**Exercise directions:**
Pictures aside, print all of the data below exactly as written.

**Material shown:**
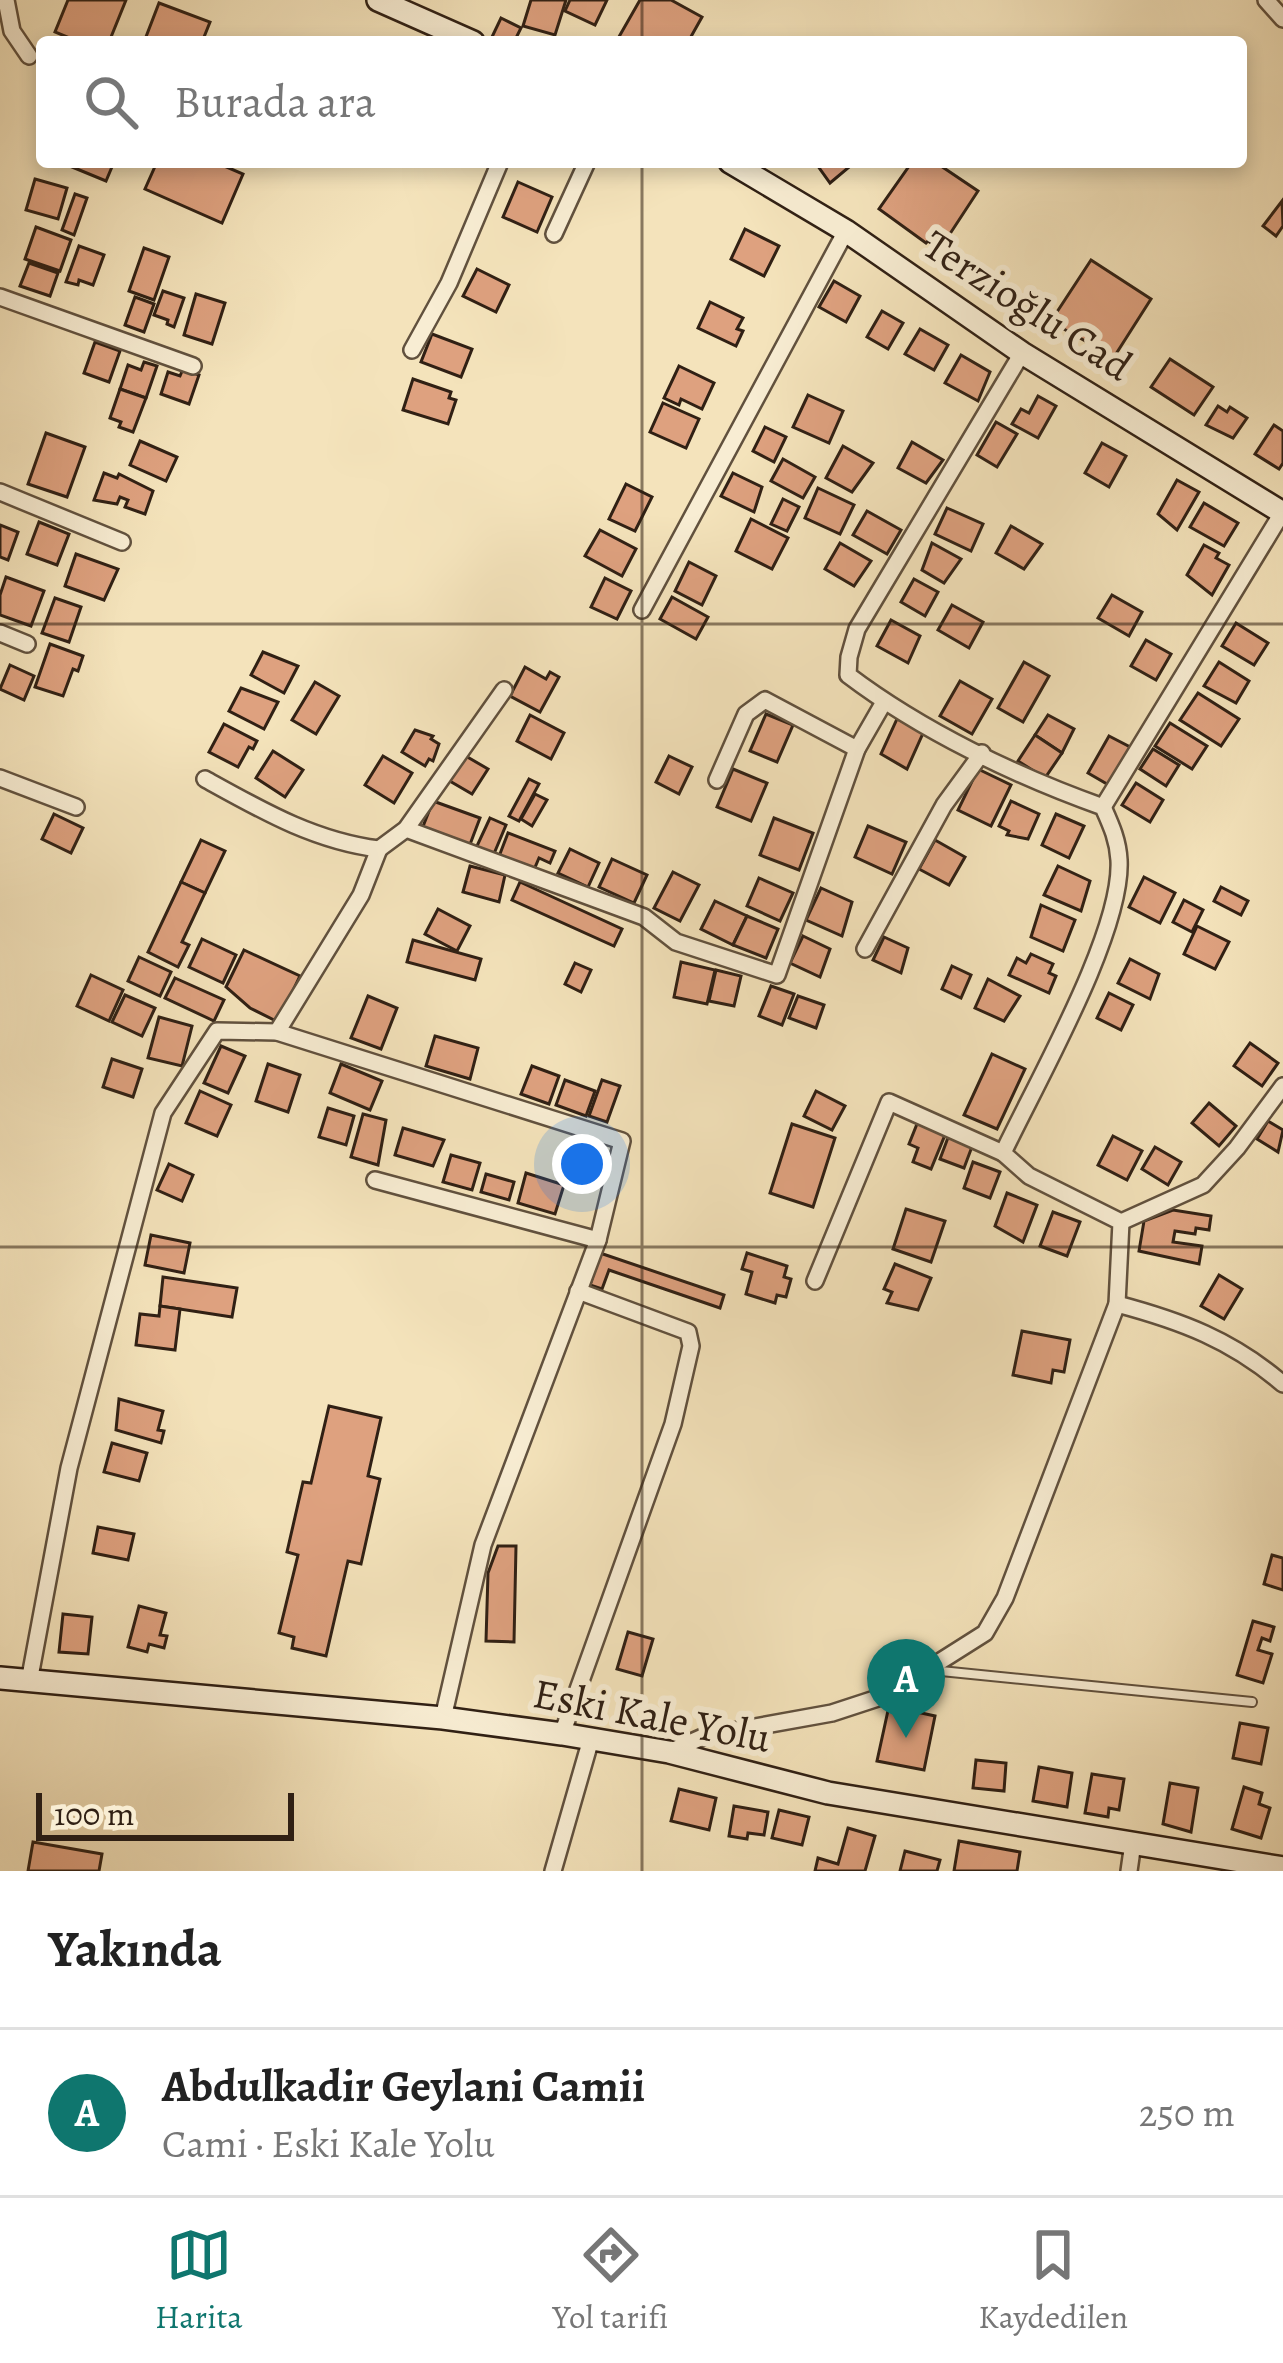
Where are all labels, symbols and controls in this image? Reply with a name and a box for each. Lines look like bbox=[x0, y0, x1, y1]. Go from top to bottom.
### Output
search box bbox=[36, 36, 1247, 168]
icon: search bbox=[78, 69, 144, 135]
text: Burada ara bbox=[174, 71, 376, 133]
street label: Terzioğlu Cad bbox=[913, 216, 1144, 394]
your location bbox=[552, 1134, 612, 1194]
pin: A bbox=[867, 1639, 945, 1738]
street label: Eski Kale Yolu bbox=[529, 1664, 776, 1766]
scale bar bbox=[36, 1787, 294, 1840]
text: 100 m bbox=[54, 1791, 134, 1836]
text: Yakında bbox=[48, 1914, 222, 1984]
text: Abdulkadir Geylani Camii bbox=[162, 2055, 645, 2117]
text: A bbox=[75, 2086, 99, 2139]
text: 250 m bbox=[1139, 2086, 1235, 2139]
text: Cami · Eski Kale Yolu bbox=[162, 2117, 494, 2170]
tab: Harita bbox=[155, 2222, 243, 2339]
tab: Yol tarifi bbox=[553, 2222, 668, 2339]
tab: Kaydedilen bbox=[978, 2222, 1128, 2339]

**Solution to this problem:**
Where are all labels, symbols and controls in this image? Reply with a name and a box for each. Lines look like bbox=[x0, y0, x1, y1]. Go from top to bottom.
### Output
search box bbox=[36, 36, 1247, 168]
icon: search bbox=[78, 69, 144, 135]
text: Burada ara bbox=[174, 71, 376, 133]
street label: Terzioğlu Cad bbox=[913, 216, 1144, 394]
your location bbox=[552, 1134, 612, 1194]
pin: A bbox=[867, 1639, 945, 1738]
street label: Eski Kale Yolu bbox=[529, 1664, 776, 1766]
scale bar bbox=[36, 1787, 294, 1840]
text: 100 m bbox=[54, 1791, 134, 1836]
text: Yakında bbox=[48, 1914, 222, 1984]
text: Abdulkadir Geylani Camii bbox=[162, 2055, 645, 2117]
text: A bbox=[75, 2086, 99, 2139]
text: 250 m bbox=[1139, 2086, 1235, 2139]
text: Cami · Eski Kale Yolu bbox=[162, 2117, 494, 2170]
tab: Harita bbox=[155, 2222, 243, 2339]
tab: Yol tarifi bbox=[553, 2222, 668, 2339]
tab: Kaydedilen bbox=[978, 2222, 1128, 2339]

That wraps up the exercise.